=== RECORDS FOR THIS EXERCISE ===
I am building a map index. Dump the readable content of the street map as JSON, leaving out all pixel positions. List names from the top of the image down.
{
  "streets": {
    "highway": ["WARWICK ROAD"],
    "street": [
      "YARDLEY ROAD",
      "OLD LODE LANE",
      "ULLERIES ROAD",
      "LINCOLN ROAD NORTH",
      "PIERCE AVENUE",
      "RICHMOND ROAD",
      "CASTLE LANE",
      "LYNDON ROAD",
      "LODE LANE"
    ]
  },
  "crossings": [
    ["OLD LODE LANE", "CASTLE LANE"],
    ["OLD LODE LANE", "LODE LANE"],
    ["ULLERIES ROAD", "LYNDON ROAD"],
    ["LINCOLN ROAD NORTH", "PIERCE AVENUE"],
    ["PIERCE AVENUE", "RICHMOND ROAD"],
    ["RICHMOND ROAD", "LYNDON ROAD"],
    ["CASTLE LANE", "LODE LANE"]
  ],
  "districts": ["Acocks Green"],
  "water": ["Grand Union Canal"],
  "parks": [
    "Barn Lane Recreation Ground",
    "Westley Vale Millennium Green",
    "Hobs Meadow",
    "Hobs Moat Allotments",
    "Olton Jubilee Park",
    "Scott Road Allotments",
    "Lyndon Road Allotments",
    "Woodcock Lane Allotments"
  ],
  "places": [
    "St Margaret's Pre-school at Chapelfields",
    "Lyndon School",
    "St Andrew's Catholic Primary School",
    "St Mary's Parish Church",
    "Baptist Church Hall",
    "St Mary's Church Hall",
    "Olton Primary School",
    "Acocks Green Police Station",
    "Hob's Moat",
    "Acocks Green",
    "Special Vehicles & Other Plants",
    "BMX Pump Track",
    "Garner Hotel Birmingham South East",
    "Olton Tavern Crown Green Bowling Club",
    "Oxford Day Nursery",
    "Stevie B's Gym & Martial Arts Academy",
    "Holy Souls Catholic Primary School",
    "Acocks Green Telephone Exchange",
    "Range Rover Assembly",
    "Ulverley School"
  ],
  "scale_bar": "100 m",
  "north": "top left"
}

=== WHAT THE EXERCISE ASKS ===
Give back the whole listing exactly.

=== RESULT BELOW ===
I am building a map index. Dump the readable content of the street map as JSON, leaving out all pixel positions. List names from the top of the image down.
{
  "streets": {
    "highway": ["WARWICK ROAD"],
    "street": [
      "YARDLEY ROAD",
      "OLD LODE LANE",
      "ULLERIES ROAD",
      "LINCOLN ROAD NORTH",
      "PIERCE AVENUE",
      "RICHMOND ROAD",
      "CASTLE LANE",
      "LYNDON ROAD",
      "LODE LANE"
    ]
  },
  "crossings": [
    ["OLD LODE LANE", "CASTLE LANE"],
    ["OLD LODE LANE", "LODE LANE"],
    ["ULLERIES ROAD", "LYNDON ROAD"],
    ["LINCOLN ROAD NORTH", "PIERCE AVENUE"],
    ["PIERCE AVENUE", "RICHMOND ROAD"],
    ["RICHMOND ROAD", "LYNDON ROAD"],
    ["CASTLE LANE", "LODE LANE"]
  ],
  "districts": ["Acocks Green"],
  "water": ["Grand Union Canal"],
  "parks": [
    "Barn Lane Recreation Ground",
    "Westley Vale Millennium Green",
    "Hobs Meadow",
    "Hobs Moat Allotments",
    "Olton Jubilee Park",
    "Scott Road Allotments",
    "Lyndon Road Allotments",
    "Woodcock Lane Allotments"
  ],
  "places": [
    "St Margaret's Pre-school at Chapelfields",
    "Lyndon School",
    "St Andrew's Catholic Primary School",
    "St Mary's Parish Church",
    "Baptist Church Hall",
    "St Mary's Church Hall",
    "Olton Primary School",
    "Acocks Green Police Station",
    "Hob's Moat",
    "Acocks Green",
    "Special Vehicles & Other Plants",
    "BMX Pump Track",
    "Garner Hotel Birmingham South East",
    "Olton Tavern Crown Green Bowling Club",
    "Oxford Day Nursery",
    "Stevie B's Gym & Martial Arts Academy",
    "Holy Souls Catholic Primary School",
    "Acocks Green Telephone Exchange",
    "Range Rover Assembly",
    "Ulverley School"
  ],
  "scale_bar": "100 m",
  "north": "top left"
}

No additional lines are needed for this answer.